Le changement en entreprise transforme un tissu relationnel, il ne s'installe pas comme une mise à jour logicielle. Il ne peut émerger que des situations vécues par celles et ceux qui composent l'organisation.
C'est le constat qui nous a conduits, Teresa García-Rivera, Marc Cherfi et moi-même, à chercher ce que nous appelons une troisième voie du changement : ni adhésion forcée à un modèle importé, ni résignation cynique face à l'échec récurrent des transformations.
Le problème, c'est la solution
Les entreprises qui nous sollicitent pour un « changement de culture » ont généralement déjà tout essayé : réorganisations, nouveaux processus, remplacement de personnes. Rien n'a produit le changement désiré. Alors on incrimine la culture, comme si le problème venait d'un programme mal écrit qu'il suffirait de réviser.
Mais traiter la culture comme un programme, c'est reproduire exactement la logique qui a produit l'impasse. C'est ce que l'école de Palo Alto appelle une « tentative de solution qui devient le problème » : on essaie de changer les méta-règles (la culture) avec les outils conçus pour changer les règles (les processus, les organigrammes). Le langage du changement ne peut pas être le même que celui que le changement prétend transformer.
De l'organisation artificielle à l'organisation vivante
Derrière ces échecs répétitifs, il y a une conception de l'entreprise comme machine : un système où l'ordre préexiste, où l'information est centrale, où le bruit est à éliminer. Dans cette vision, changer signifie reprogrammer.
Une entreprise est un système vivant, un tissu relationnel dont l'ordre émerge du désordre des interactions. Le changement passe par la relation qu'on transforme davantage que par l'information qu'on partage. Quant à la résistance au changement, elle renseigne sur ce qui, dans le tissu relationnel existant, ne peut pas accepter ce qu'on lui demande.
Une organisation vivante conjugue ses contradictions : but et sans-but, information et relation, ordre et désordre, définition et émergence. Elle ne les résout pas, elle les habite.
L'éthique de l'action
Accompagner le changement dans cette perspective demande d'accepter le non-savoir : s'engager dans des situations concrètes sans plan préalable, et faire avec les tentatives de solution précédentes, sans les juger, en les comprenant comme des expressions du tissu relationnel tel qu'il est.
Cela suppose une éthique situationnelle : une attention continue à ce qui se joue dans la relation accompagnant-accompagné, davantage qu'un ensemble de règles à suivre. Une éthique du souci du vivant, qui refuse de traiter les collectifs humains comme des artefacts programmables.

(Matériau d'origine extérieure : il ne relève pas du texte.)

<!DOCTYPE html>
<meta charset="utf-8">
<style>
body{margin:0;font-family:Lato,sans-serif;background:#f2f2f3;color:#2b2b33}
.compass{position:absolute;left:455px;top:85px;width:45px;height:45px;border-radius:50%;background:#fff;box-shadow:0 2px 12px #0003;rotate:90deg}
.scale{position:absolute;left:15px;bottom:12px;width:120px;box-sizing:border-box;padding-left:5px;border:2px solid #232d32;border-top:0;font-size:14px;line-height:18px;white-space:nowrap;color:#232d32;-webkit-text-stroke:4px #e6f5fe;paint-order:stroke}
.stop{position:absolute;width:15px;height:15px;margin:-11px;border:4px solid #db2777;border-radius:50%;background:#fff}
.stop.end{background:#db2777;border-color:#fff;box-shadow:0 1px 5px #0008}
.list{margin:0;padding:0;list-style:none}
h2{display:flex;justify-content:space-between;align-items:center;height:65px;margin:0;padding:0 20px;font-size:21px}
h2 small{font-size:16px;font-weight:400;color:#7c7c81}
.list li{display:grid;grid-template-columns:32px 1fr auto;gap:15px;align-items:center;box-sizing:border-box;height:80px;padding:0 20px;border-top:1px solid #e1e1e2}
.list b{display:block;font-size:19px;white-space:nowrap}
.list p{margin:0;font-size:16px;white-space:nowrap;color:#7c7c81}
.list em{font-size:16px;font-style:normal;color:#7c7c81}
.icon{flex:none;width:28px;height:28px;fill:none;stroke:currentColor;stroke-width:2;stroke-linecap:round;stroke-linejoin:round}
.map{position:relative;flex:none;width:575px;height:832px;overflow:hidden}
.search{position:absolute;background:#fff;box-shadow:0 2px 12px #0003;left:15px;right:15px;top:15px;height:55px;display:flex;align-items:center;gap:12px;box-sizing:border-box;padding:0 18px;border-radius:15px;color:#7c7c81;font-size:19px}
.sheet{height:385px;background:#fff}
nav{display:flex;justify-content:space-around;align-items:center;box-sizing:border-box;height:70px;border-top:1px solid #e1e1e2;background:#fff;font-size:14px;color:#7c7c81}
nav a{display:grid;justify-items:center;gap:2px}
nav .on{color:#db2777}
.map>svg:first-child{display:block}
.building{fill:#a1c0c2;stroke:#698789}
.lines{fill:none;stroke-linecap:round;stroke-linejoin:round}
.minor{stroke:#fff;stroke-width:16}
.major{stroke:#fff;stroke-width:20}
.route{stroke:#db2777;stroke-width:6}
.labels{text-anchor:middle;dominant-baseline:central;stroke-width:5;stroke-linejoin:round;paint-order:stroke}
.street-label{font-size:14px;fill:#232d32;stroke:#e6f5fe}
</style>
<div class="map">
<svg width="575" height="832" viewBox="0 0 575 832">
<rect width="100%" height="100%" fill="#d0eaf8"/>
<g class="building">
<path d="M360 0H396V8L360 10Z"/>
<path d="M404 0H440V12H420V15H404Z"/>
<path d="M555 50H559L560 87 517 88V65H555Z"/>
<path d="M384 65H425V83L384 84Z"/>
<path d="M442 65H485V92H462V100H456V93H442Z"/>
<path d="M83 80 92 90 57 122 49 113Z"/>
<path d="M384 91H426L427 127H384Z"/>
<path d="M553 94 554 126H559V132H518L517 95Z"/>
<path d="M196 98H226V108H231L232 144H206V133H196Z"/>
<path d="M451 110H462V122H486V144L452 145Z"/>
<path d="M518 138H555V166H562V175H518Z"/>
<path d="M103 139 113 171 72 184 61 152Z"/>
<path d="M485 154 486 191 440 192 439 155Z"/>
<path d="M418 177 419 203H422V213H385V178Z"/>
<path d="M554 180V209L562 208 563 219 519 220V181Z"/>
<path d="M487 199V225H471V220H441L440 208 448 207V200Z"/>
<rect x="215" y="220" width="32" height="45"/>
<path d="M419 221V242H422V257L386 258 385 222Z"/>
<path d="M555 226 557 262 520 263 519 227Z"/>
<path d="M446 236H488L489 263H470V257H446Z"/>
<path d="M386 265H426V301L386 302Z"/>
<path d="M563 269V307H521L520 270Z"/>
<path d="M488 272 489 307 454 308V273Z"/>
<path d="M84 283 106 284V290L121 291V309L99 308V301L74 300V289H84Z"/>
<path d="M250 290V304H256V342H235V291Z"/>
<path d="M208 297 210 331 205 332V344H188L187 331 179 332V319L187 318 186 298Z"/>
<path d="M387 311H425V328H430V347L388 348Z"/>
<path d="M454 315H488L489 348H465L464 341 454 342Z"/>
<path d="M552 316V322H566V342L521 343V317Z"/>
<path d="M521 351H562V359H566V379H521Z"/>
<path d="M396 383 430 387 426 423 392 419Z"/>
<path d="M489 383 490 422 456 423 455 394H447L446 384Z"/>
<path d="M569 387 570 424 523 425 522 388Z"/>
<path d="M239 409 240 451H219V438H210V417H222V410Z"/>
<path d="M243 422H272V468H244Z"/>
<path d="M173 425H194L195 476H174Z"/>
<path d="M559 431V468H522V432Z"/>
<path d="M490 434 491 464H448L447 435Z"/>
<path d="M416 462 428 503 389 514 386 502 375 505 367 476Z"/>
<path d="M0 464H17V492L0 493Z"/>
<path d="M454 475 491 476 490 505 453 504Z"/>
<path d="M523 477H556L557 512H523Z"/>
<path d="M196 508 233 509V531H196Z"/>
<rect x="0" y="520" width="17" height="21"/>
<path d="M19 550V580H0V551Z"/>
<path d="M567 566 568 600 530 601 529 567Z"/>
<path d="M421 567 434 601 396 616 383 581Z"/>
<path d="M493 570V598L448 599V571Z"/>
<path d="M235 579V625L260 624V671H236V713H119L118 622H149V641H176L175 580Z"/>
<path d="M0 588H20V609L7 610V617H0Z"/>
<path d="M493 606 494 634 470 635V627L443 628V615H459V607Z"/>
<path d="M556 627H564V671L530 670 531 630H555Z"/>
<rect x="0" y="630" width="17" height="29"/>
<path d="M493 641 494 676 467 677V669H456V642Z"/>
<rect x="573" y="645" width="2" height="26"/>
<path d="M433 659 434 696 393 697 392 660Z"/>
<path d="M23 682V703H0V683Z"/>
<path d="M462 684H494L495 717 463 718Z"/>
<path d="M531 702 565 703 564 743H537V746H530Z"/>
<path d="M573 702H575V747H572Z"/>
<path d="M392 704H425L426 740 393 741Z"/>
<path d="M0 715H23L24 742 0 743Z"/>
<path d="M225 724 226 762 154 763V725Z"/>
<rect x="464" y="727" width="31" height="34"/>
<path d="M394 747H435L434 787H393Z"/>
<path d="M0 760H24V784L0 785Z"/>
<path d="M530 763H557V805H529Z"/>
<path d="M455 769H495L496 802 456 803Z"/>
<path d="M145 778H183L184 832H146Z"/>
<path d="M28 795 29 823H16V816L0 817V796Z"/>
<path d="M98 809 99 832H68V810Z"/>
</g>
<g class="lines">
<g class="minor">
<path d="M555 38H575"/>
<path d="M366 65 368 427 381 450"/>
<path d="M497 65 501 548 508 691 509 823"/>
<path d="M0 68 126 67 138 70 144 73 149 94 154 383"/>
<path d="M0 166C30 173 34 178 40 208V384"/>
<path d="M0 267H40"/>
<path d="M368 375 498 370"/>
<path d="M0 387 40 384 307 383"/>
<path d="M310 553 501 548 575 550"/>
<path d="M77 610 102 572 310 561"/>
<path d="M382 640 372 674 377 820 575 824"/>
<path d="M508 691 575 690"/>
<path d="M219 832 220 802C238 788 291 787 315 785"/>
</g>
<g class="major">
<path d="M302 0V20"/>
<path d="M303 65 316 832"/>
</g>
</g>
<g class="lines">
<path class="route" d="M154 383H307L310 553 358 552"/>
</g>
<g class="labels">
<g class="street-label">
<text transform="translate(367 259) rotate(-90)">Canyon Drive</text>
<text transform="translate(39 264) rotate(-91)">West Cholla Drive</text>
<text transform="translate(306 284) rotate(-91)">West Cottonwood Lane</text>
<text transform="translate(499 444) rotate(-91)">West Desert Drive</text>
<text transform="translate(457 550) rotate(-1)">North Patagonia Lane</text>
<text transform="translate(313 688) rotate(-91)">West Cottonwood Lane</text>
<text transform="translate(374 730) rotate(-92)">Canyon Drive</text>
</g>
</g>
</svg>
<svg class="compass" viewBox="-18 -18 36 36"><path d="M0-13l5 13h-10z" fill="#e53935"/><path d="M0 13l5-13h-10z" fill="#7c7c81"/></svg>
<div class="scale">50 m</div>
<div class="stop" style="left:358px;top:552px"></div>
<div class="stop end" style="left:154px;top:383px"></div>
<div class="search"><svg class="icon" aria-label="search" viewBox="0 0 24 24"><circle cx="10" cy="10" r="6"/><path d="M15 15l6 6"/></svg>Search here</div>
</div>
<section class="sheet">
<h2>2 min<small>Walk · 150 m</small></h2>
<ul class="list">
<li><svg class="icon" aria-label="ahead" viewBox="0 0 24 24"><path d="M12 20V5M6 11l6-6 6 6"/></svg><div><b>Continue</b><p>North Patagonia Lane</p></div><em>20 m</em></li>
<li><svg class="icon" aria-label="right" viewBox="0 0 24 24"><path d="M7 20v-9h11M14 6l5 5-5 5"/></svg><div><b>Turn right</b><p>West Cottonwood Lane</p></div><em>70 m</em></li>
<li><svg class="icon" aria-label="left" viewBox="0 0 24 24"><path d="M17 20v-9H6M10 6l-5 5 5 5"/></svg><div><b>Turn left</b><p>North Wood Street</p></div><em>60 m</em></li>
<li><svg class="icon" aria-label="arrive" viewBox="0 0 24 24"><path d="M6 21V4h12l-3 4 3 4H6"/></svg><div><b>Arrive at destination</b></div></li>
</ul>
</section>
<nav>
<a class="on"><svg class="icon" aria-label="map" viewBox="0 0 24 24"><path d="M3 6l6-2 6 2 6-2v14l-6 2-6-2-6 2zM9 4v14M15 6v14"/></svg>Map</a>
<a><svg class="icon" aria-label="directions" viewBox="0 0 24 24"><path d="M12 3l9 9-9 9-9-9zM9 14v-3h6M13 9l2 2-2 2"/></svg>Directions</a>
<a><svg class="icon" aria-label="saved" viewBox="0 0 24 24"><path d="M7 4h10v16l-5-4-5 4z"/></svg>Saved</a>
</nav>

L'intersubjectivité comme lieu du changement
Si la relation est la matière première du changement, l'intersubjectivité en est le lieu. C'est dans l'espace entre les personnes, dans ce que chacune perçoit, ressent, et fait en réponse à l'autre, que se rejouent les formes relationnelles et que peuvent émerger de nouveaux possibles.

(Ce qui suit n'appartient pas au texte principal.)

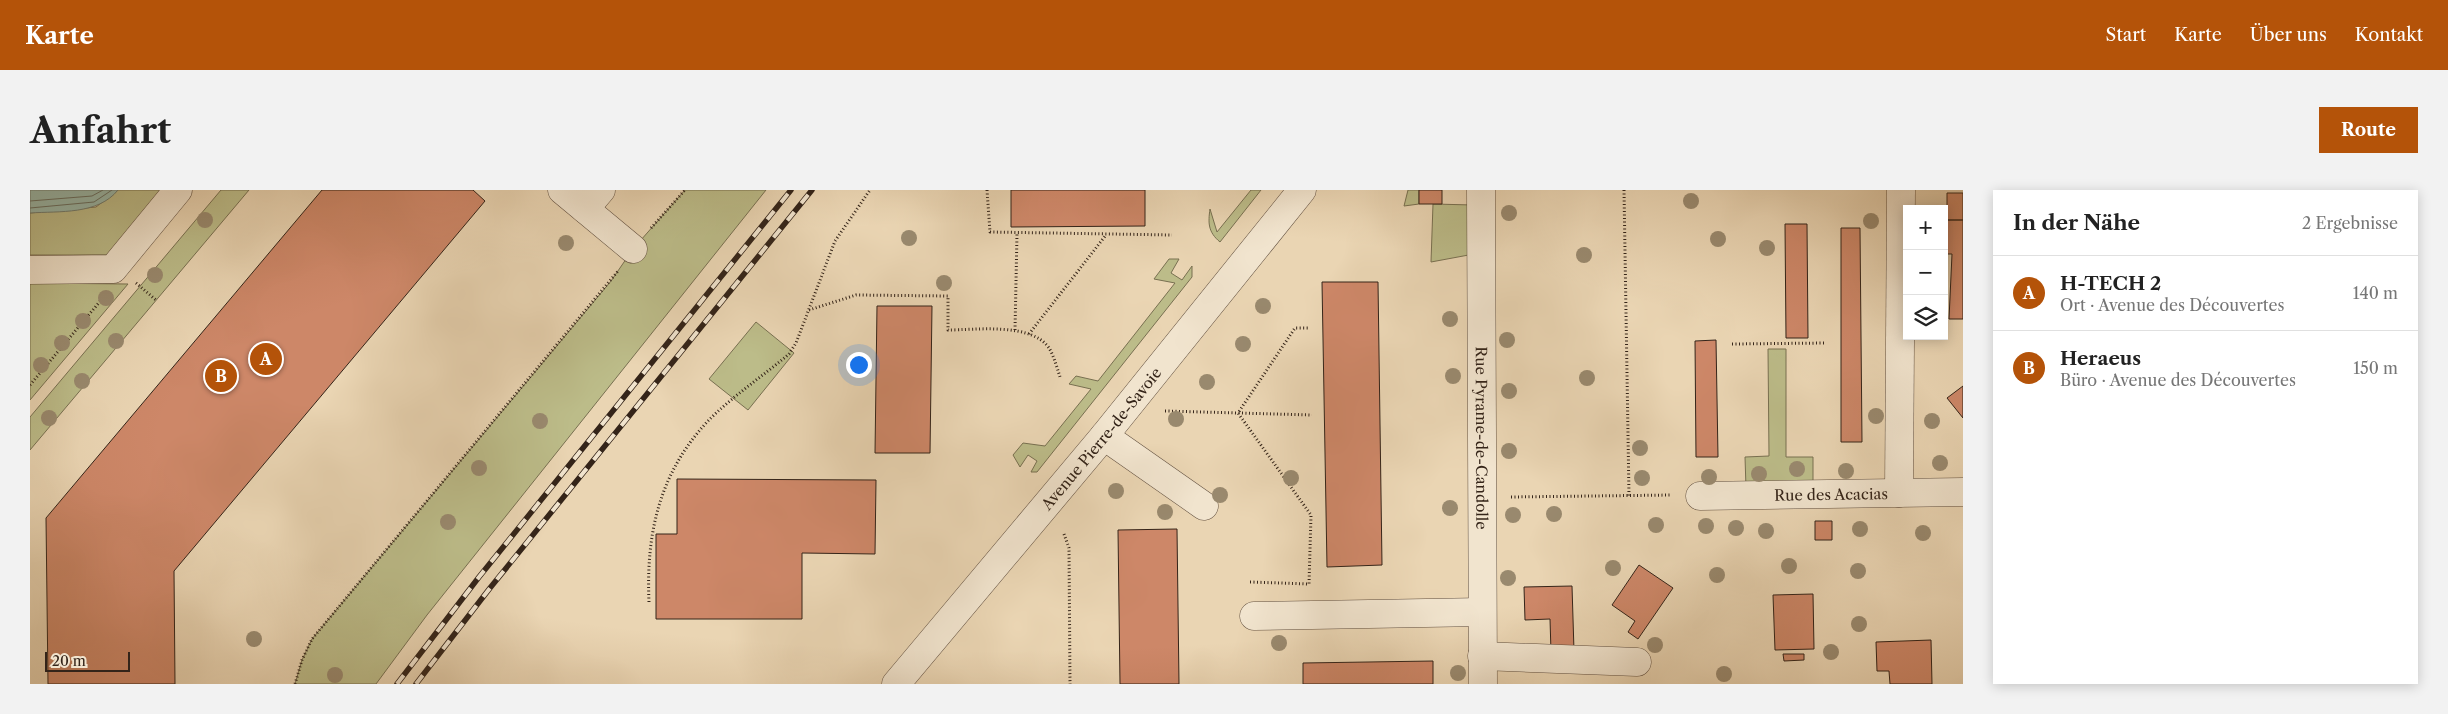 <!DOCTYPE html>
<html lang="de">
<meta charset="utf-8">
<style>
:root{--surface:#fff;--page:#f2f2f2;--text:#222;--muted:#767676;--line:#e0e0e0;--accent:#b45309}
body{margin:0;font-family:"Libre Caslon Text",serif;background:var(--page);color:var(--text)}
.controls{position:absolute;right:15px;top:15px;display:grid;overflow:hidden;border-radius:0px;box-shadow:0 2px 12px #0003}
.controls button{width:45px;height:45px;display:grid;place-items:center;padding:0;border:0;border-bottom:1px solid var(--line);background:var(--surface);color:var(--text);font:25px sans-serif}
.scale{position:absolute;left:15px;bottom:12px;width:85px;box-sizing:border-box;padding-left:5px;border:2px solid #342419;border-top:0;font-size:14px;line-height:18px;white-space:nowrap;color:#342419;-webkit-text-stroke:4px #f1e4ce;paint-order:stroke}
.you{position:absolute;left:828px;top:174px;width:18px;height:18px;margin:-12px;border:4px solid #fff;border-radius:50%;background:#1a73e8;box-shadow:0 0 0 8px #1a73e833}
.badge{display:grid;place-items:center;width:32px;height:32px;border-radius:50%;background:var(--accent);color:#fff;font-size:16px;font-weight:700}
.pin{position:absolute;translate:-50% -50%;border:2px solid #fff;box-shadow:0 1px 5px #0006}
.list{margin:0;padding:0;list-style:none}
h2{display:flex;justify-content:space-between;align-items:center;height:65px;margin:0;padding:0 20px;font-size:21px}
h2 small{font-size:16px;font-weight:400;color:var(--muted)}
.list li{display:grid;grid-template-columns:32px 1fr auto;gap:15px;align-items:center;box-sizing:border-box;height:75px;padding:0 20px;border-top:1px solid var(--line)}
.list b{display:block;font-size:19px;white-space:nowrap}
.list p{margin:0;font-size:16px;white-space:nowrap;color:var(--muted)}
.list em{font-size:16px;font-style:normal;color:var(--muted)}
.icon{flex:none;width:28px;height:28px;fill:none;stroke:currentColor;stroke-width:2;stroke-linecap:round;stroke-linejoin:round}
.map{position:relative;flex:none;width:1933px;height:494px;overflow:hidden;border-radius:0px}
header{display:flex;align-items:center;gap:30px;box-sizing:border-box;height:70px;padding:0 25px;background:var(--accent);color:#fff}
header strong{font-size:24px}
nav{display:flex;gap:28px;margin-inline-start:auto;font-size:18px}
.intro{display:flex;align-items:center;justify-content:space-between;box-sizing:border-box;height:120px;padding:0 30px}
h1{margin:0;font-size:35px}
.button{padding:12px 22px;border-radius:0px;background:var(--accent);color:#fff;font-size:18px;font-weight:700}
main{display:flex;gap:30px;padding:0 30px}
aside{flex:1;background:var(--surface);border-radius:0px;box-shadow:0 2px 12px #0003}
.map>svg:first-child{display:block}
.green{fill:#bcbc89;stroke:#787051}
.water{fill:#98b9ac;stroke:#707d71}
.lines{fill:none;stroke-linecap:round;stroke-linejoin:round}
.shore{stroke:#666e62;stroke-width:1}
.building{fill:#cd8768;stroke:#342419}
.minor-casing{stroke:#625040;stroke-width:29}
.path{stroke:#342419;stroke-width:3;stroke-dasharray:1 2.5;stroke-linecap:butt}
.minor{stroke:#f1e4ce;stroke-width:28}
.rail-casing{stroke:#342419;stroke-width:5.5}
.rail{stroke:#f1e4ce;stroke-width:4;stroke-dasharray:11;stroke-linecap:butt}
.tree{fill:#99896e}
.labels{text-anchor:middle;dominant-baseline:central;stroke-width:4.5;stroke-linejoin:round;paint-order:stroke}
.street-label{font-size:15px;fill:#342419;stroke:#f1e4ce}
</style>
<header>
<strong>Karte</strong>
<nav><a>Start</a><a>Karte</a><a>Über uns</a><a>Kontakt</a></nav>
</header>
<div class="intro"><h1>Anfahrt</h1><a class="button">Route</a></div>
<main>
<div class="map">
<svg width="1933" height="494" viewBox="0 0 1933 494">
<rect width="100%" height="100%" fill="#ead5b3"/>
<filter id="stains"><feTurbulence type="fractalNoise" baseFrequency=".004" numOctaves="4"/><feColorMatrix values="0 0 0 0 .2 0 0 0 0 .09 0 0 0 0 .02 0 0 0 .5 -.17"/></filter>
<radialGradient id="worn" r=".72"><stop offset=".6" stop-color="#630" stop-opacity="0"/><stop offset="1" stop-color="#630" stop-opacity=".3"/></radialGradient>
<path class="green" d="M88 0H137L83 65H0V23L66 17Z
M191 0H219L0 260V227Z
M655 0H736L397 425 346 494H265L272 470 282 449 581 91 603 59Z
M1221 0H1231L1190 52C1178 42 1178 33 1180 19L1187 42Z
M1378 0H1389V14L1374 16Z
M1403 14 1443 15 1444 64 1401 72Z
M1139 69H1149L1141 83 1152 90 1162 76V87L1007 282H1001L1007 271 998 265 990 277 983 265 993 253 1015 256 1061 199 1039 194 1046 186 1068 191 1145 93 1124 89Z
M0 93 98 94 0 210Z
M726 132 764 163 718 220 679 189Z
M1738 159H1756V267H1783V296L1716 298 1715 267 1739 266Z"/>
<path class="water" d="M0 0H88C68 25 29 21 0 23Z"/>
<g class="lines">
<path class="shore" d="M0 11 62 6 73 0
M0 18 64 12 82 0"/>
</g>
<path class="building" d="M292 0H443L455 11 144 381 145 494H18L16 328Z
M981 0H1115V36L981 37Z
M1389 0H1412V14H1389Z
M1917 3H1933V30H1917Z
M1917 30H1933V129H1919L1922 64H1917Z
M1755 34H1777L1778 148H1756Z
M1811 38H1830L1832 252H1811Z
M1292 92H1348L1352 375 1297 377Z
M847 116H902L900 263H845Z
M1686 150 1688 267H1666L1665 151Z
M1933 196V228L1917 208Z
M647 289 846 290 845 364 772 363V429H626V344H647Z
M1785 331H1802V350H1785Z
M1147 339 1149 494H1090L1088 340Z
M1609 375 1643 398 1608 449 1598 442 1605 431 1582 415Z
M1542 396 1544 461 1521 462 1520 429 1495 430 1494 397Z
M1783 404 1784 459 1745 460 1743 405Z
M1901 450 1902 494H1860L1859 481H1847L1846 452Z
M1753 464H1774V470L1754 471Z
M1403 471V494H1273V473Z"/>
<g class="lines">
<g class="minor-casing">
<g id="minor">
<path d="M532 0 603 59"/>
<path id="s1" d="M1451 0 1453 494"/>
<path d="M555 19 571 0"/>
<path d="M0 80 83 79 148 0"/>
<path d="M1074 246 1174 316"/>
<path d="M1869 303 1871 0"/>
<path id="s2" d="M1670 306 1933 302"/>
<path d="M1224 426 1452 422"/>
<path d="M1452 466 1607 472"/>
<path id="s3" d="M866 494 1074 246 1272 0"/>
</g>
</g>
<path class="path" d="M957 0 960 42 1142 45
M1594 0 1599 306
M621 38 655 0
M106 93 126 110
M779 120 826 105 918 106V140C945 140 1001 132 1019 158 1024 166 1027 178 1030 187
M985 140 987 44
M999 144 1076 45
M1702 154 1796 153
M0 195 72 109H70
M1135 221 1282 225
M1481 307 1642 305
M1034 344 1039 358 1040 494
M1220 392 1279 394 1281 325 1208 223 1265 138H1279
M619 412C616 344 629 284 677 232 700 208 733 186 759 164L766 153 805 51 840 0
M265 494 272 470 282 449 588 81"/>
<use href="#minor" class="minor"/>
<g class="rail-casing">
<path id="rail" d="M367 494 449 387 761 0
M386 494 460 398 782 0"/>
</g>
<use href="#rail" class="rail"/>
</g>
<g class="tree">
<circle cx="1661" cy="11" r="8"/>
<circle cx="1479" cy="23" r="8"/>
<circle cx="175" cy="30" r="8"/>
<circle cx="1841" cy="31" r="8"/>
<circle cx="879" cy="48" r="8"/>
<circle cx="1688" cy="49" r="8"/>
<circle cx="536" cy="53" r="8"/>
<circle cx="1737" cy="58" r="8"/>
<circle cx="1554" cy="65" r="8"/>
<circle cx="125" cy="85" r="8"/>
<circle cx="914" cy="93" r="8"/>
<circle cx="76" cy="108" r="8"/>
<circle cx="1233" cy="116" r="8"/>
<circle cx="1420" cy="129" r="8"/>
<circle cx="53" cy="131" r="8"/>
<circle cx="1477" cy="150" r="8"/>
<circle cx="86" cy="151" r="8"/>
<circle cx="32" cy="153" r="8"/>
<circle cx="1213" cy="154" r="8"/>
<circle cx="11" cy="175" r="8"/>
<circle cx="1423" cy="186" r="8"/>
<circle cx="1557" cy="188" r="8"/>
<circle cx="52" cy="191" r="8"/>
<circle cx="1177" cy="192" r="8"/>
<circle cx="1479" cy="201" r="8"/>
<circle cx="1846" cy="226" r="8"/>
<circle cx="19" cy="228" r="8"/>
<circle cx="1146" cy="229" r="8"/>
<circle cx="510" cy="231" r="8"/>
<circle cx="1902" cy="231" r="8"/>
<circle cx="1610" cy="258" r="8"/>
<circle cx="1479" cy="261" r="8"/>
<circle cx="1910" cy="273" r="8"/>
<circle cx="449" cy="278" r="8"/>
<circle cx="1767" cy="279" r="8"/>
<circle cx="1816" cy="281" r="8"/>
<circle cx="1729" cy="284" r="8"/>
<circle cx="1679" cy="287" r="8"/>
<circle cx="1261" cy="288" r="8"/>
<circle cx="1612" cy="288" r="8"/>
<circle cx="1086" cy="301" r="8"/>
<circle cx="1190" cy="305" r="8"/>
<circle cx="1420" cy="318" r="8"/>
<circle cx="1135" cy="322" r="8"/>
<circle cx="1524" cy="324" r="8"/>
<circle cx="1483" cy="325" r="8"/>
<circle cx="418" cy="332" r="8"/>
<circle cx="1626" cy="335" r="8"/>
<circle cx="1676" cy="336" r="8"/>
<circle cx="1706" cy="338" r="8"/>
<circle cx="1830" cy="339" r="8"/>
<circle cx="1736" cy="341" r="8"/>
<circle cx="1893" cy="343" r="8"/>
<circle cx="1759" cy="376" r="8"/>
<circle cx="1583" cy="378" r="8"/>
<circle cx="1828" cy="381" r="8"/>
<circle cx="1687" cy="385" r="8"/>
<circle cx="1478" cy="388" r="8"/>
<circle cx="1829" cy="434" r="8"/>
<circle cx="224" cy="449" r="8"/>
<circle cx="1249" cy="453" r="8"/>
<circle cx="1625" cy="455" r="8"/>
<circle cx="1801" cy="462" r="8"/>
<circle cx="1428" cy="483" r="8"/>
<circle cx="1694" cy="484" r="8"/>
<circle cx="305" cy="485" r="8"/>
</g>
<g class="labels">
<g class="street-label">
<text stroke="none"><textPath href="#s1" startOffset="248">Rue Pyrame-de-Candolle</textPath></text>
<text stroke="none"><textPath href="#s3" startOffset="320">Avenue Pierre-de-Savoie</textPath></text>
<text stroke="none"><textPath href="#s2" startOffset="131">Rue des Acacias</textPath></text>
</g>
</g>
<rect width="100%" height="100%" filter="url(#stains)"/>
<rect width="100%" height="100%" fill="url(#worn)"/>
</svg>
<div class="controls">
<button>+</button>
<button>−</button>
<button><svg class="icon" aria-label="layers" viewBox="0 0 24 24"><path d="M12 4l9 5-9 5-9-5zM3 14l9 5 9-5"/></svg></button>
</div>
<div class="scale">20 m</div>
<div class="you"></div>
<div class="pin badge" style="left:236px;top:169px">A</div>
<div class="pin badge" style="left:191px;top:186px">B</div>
</div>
<aside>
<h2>In der Nähe<small>2 Ergebnisse</small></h2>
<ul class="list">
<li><span class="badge">A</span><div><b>H-TECH 2</b><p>Ort · Avenue des Découvertes</p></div><em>140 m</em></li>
<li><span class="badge">B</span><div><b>Heraeus</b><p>Büro · Avenue des Découvertes</p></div><em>150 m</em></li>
</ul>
</aside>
</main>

Changer la culture d'une entreprise, c'est permettre aux acteurs eux-mêmes de découvrir comment ils produisent et reproduisent leurs relations, et comment ils peuvent les transformer depuis l'intérieur de leur propre expérience. Depuis leur vécu.
Teresa García-Rivera, co-autrice de cet article et de nos travaux communs, est décédée le 31 janvier 2019. Cette publication est issue de nos recherches menées ensemble en 2018 à l'université Montpellier 3. Son acuité, son humilité et sa sensibilité continuent de guider mon travail.
Cet article est basé sur la publication Entre éthique, relation et intersubjectivité : pour une nouvelle approche du changement en entreprise parue dans Communication & Management (2019/1, Vol. 16, pp. 21-36), co-écrite avec Marc Cherfi et Teresa García-Rivera.